В лаборатории воцарилось вдруг молчание. Глядя на фигурку в темно-синем костюмчике, жестко накрахмаленной беленькой блузке и тяжелых ботинках, присутствующие не могли не отдаться странному впечатлению, овеявшему всех. Только лишь эта невыносимо маленькая жизнь отделяла их от тех дней, когда поэт, которого даже самые молодые из ученых читали в юности совершенно свободно, был жив и полон сил. Вот эта, такая еще маленькая, девочка – и есть живой мостик с теми годами? Как же мало времени прошло с тех пор! И как немыслимо изменилась жизнь. Неизмеримо далекой кажется Гражданская – а ведь девочка увидела свет, когда она полыхала вовсю. Кануло в Лету бесшабашное лихолетье хаотического террора, когда за лекции выплачивали жалованье пшеном или воблой, когда на поэтических вечерах сидели зимой в шубах – но словесность, живопись, гуманитарные науки еще не ощутили мертвых шор. Было ради чего брести на голодный желудок через полгорода, пешком. Теперь в залах топят, но посещать возможно лишь концерты классической музыки. Жизнь упорядочилась, но окостенела. Одно лишь не поменялось с тех лет, когда у этой девочки был жив отец: никто не знает, не попадет ли в подвал завтра. Ходят трамваи, бегают автомобили – но Дамоклов меч завис над каждой судьбой, как чужое и непривычное имя – над городом.





– Что же, добро пожаловать, Елена Николаевна, – наконец прервал молчание Крейер. – Как знать, вдруг вы станете и поэтом, и ученым.

– Путешествовать мне хотелось бы, – оживилась Лена, вспомнив разговор около гардероба. – На автомобилях. Мне очень нравится ездить в автомобиле. Я ездила! Шесть раз. Хотя трамваи я люблю больше.

Веяние трагедии рассеялось. Перед учеными стояла просто девочка, серьезная, кажущаяся то умнее, то наивнее своих лет. Девочка, которой надлежало непременно показать, как работает микроскоп.
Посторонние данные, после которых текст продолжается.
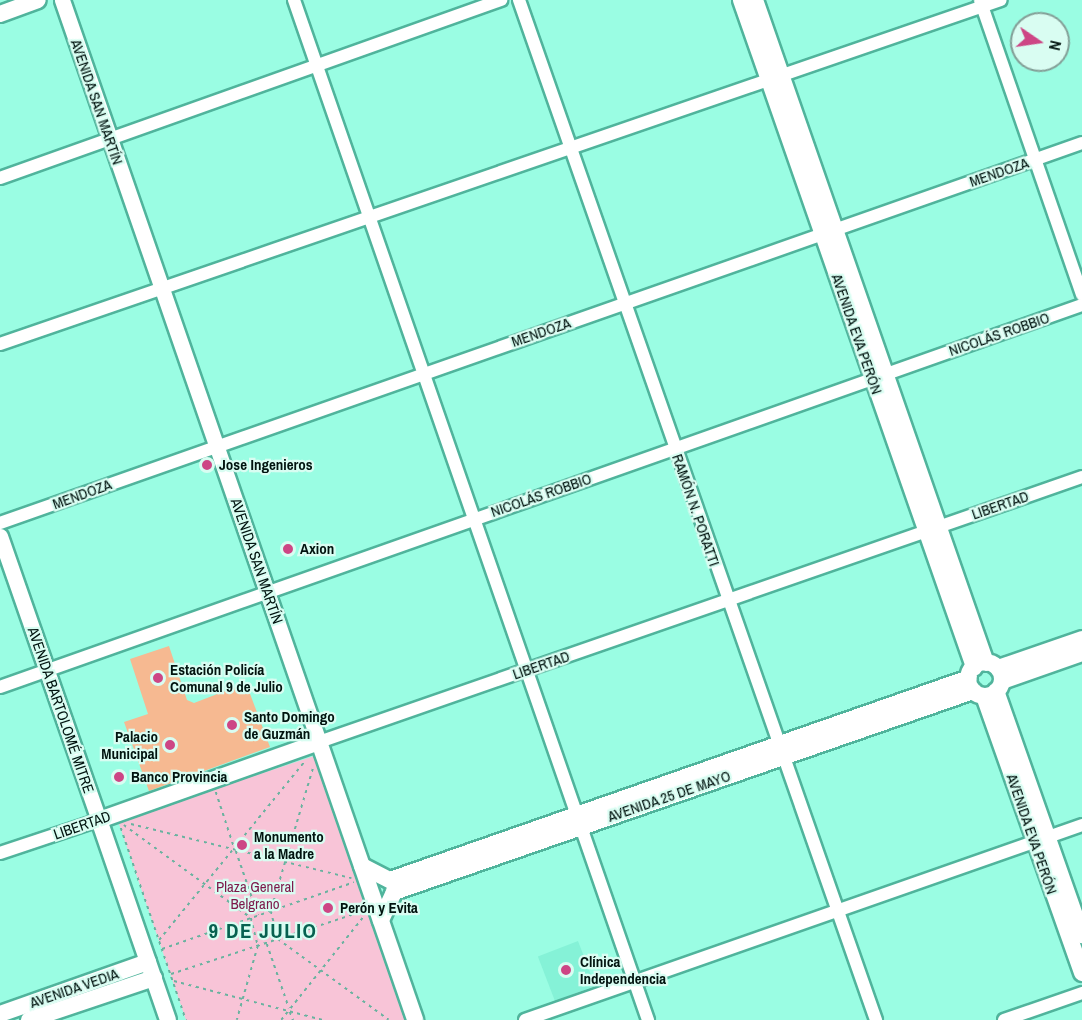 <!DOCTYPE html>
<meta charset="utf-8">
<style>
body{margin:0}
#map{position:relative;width:1082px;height:1020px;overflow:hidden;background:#9afde3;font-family:"Archivo Narrow",sans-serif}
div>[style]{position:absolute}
.built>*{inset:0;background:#85f2d7;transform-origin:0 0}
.green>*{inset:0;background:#f8c4d7}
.building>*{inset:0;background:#f6b991}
.path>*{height:1.5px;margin-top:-0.75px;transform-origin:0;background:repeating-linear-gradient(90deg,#69b29f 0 3px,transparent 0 7.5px)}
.roads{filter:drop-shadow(2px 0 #50b49c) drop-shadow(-2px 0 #50b49c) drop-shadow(0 2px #50b49c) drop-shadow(0 -2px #50b49c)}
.minor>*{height:12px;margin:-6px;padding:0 6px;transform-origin:6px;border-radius:6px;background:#fff}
.tertiary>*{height:15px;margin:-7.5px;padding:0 7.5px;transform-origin:7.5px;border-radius:7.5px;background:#fff}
.secondary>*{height:16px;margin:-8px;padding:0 8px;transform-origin:8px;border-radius:8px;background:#fff}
.secondary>.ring{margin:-8px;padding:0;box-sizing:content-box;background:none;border:16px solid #fff;border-radius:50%}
.dots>*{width:16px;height:16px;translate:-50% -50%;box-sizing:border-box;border:3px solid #d9fdf2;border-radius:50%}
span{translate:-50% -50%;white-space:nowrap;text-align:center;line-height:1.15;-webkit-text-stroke:4.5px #d9fdf2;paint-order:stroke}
.street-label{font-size:15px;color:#01130f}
.poi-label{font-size:15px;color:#01130f;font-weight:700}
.left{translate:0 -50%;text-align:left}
.right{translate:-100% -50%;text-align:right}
.park-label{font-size:15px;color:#7d194b}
.district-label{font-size:21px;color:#076150;font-weight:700;letter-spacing:1.5px}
.north{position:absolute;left:1010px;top:12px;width:60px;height:60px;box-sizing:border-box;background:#d9fdf2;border:2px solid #839f97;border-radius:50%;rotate:103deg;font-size:16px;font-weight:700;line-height:24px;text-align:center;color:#01130f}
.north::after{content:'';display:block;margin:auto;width:21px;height:27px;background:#cd4685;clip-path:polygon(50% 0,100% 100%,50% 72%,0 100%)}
</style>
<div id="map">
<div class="built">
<div style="left:578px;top:941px;width:48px;height:43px;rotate:69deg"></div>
</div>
<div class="green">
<div style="clip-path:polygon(317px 755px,409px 1020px,186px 1020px,118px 821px)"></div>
</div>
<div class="building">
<div style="clip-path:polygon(169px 646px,187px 700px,194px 703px,246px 683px,270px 747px,149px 791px,124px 722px,148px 714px,130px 659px)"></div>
</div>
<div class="path">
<div style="left:313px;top:769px;width:148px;rotate:106.5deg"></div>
<div style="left:271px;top:911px;width:29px;rotate:76deg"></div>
<div style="left:278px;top:939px;width:137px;rotate:36.1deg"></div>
<div style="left:216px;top:792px;width:58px;rotate:71.9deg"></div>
<div style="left:131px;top:824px;width:227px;rotate:13.8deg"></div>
<div style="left:124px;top:825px;width:157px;rotate:36.2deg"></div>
<div style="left:251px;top:918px;width:29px;rotate:76deg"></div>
<div style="left:258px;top:946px;width:77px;rotate:105.8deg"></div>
<div style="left:121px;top:828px;width:203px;rotate:71.3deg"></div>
<div style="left:236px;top:851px;width:68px;rotate:71deg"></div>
<div style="left:159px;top:940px;width:230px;rotate:-50.8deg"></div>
<div style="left:267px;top:944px;width:68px;rotate:71deg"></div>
<div style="left:162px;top:949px;width:203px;rotate:-19.2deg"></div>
<div style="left:171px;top:974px;width:203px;rotate:-18.1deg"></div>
<div style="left:174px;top:981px;width:154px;rotate:14.7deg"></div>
<div style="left:290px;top:1012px;width:9px;rotate:69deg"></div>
<div style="left:281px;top:1020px;width:133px;rotate:-51.4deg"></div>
</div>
<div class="roads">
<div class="minor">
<div style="left:294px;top:0;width:1080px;rotate:70.86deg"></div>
<div style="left:519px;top:0;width:1081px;rotate:70.71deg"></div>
<div style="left:980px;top:0;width:312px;rotate:70.9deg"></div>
<div style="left:0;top:178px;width:532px;rotate:-19.56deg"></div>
<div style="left:0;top:344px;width:1058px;rotate:-18.97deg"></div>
<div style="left:0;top:523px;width:1147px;rotate:-19.35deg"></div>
<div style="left:0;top:687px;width:1147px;rotate:-19.45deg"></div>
<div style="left:319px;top:742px;width:808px;rotate:-19.15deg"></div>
<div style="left:0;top:853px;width:104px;rotate:-18.4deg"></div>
<div style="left:525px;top:1020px;width:590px;rotate:-19.29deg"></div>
<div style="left:1004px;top:1020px;width:83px;rotate:-19.1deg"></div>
</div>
<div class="tertiary">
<div style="left:62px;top:0;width:785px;rotate:70.9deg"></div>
<div style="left:0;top:536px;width:301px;rotate:70.8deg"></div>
</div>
<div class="secondary">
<div style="left:741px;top:0;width:707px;rotate:70.74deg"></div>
<div style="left:755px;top:0;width:702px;rotate:70.79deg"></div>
<div style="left:0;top:14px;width:40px;rotate:-20.2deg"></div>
<div class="ring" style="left:968px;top:662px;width:18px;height:18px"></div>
<div style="left:998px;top:668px;width:89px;rotate:-19deg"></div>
<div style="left:1002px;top:681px;width:85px;rotate:-19.3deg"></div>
<div style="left:996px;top:691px;width:259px;rotate:70.6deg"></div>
<div style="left:984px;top:696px;width:294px;rotate:70.5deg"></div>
<div style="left:362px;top:866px;width:31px;rotate:27deg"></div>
<div style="left:390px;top:880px;width:613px;rotate:-19.23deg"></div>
<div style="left:381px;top:920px;width:31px;rotate:-65deg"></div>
<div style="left:394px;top:892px;width:613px;rotate:-19.14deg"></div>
<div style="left:0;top:1014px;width:157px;rotate:-19.4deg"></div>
<div style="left:29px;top:1020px;width:132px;rotate:-18.6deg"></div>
<div style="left:168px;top:1020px;width:212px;rotate:-109deg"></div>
<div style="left:99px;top:820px;width:233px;rotate:-19.5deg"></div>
<div style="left:319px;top:742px;width:294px;rotate:70.9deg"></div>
</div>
</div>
<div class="dots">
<div style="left:207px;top:465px;background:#cd4685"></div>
<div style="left:288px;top:549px;background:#cd4685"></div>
<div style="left:158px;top:678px;background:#cd4685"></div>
<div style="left:232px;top:725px;background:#cd4685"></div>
<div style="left:170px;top:745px;background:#cd4685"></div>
<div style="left:119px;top:777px;background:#cd4685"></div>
<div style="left:242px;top:845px;background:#cd4685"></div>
<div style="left:328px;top:908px;background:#cd4685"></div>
<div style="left:566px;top:970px;background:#cd4685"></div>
</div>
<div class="street-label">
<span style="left:97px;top:102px;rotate:71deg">AVENIDA SAN MARTÍN</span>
<span style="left:999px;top:172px;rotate:-19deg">MENDOZA</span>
<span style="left:541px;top:332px;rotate:-19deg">MENDOZA</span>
<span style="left:857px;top:334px;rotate:71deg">AVENIDA EVA PERÓN</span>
<span style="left:999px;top:334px;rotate:-19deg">NICOLÁS ROBBIO</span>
<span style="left:82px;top:494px;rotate:-20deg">MENDOZA</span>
<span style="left:541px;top:495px;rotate:-19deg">NICOLÁS ROBBIO</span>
<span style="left:1000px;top:505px;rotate:-19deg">LIBERTAD</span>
<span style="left:696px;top:510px;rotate:71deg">RAMÓN N. PORATTI</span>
<span style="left:257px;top:561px;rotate:71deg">AVENIDA SAN MARTÍN</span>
<span style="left:541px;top:665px;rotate:-19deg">LIBERTAD</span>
<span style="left:61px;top:710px;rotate:71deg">AVENIDA BARTOLOMÉ MITRE</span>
<span style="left:669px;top:796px;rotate:-19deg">AVENIDA 25 DE MAYO</span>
<span style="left:82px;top:825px;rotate:-19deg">LIBERTAD</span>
<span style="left:1032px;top:834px;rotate:71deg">AVENIDA EVA PERÓN</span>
<span style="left:74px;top:988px;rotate:-19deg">AVENIDA VEDIA</span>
</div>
<div class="poi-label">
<span class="left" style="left:219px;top:465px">Jose Ingenieros</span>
<span class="left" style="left:300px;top:549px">Axion</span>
<span class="left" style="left:170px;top:678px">Estación Policía<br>Comunal 9 de Julio</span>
<span class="left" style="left:244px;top:725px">Santo Domingo<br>de Guzmán</span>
<span class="right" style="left:158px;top:745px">Palacio<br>Municipal</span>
<span class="left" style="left:131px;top:777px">Banco Provincia</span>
<span class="left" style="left:254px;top:845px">Monumento<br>a la Madre</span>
<span class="left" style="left:340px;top:908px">Perón y Evita</span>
<span class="left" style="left:580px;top:970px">Clínica<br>Independencia</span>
</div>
<div class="park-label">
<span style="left:255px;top:895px">Plaza General<br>Belgrano</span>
</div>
<div class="district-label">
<span style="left:263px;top:931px">9 DE JULIO</span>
</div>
<div class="north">N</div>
</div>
– Сами, Елена Николаевна, сами! Смотрите, мы берем свежее зёрнышко! Его удобнее разглядывать в срезе, но после останется только выбросить. Оно сгниет, – хлопотал Задонский в то время, как остальные обступили прибор. – Для коллекции мы взяли бы засушенное. Режьте пополам. Только осторожнее, не пораньтесь. Бритва очень острая.

– Вдоль или поперек?

– А вот догадайтесь! Да-да, совершенно верно! Теперь мы возьмем предметное стекло… Только нужно его хорошенько протереть… Зиночка, будьте добры, у меня пипетки все вышли. Благодарю. Теперь мы капаем на стекло канадский бальзам… Я капаю сейчас воду, если мы не хотим долго хранить образец. Да-да… А вот это стёклышко называется – покровное. Мы покрываем им сверху… Прижимаем… Надо следить, чтоб пузырьков воздуха не попало между стеклами. Теперь вот так… Убираем лишнее промокашкой… Подкручиваем вот тут… Можно начинать наблюдение! Вот это окуляр. Вы видите?

– Похоже на горы, только зимой, когда земля голая, – после долгого молчания произнесла Лена, не отрываясь от окуляра.

– Эдакие горы, они таятся в каждом зёрнышке, что мы мелем на муку. Вам нравится?

– Очень.

Лене в самом деле все нравилось. Карты на стенах здесь и те были не такие, как в школе. Не просто карты, а раскрашенные смелыми стрелами – маршрутами былых экспедиций.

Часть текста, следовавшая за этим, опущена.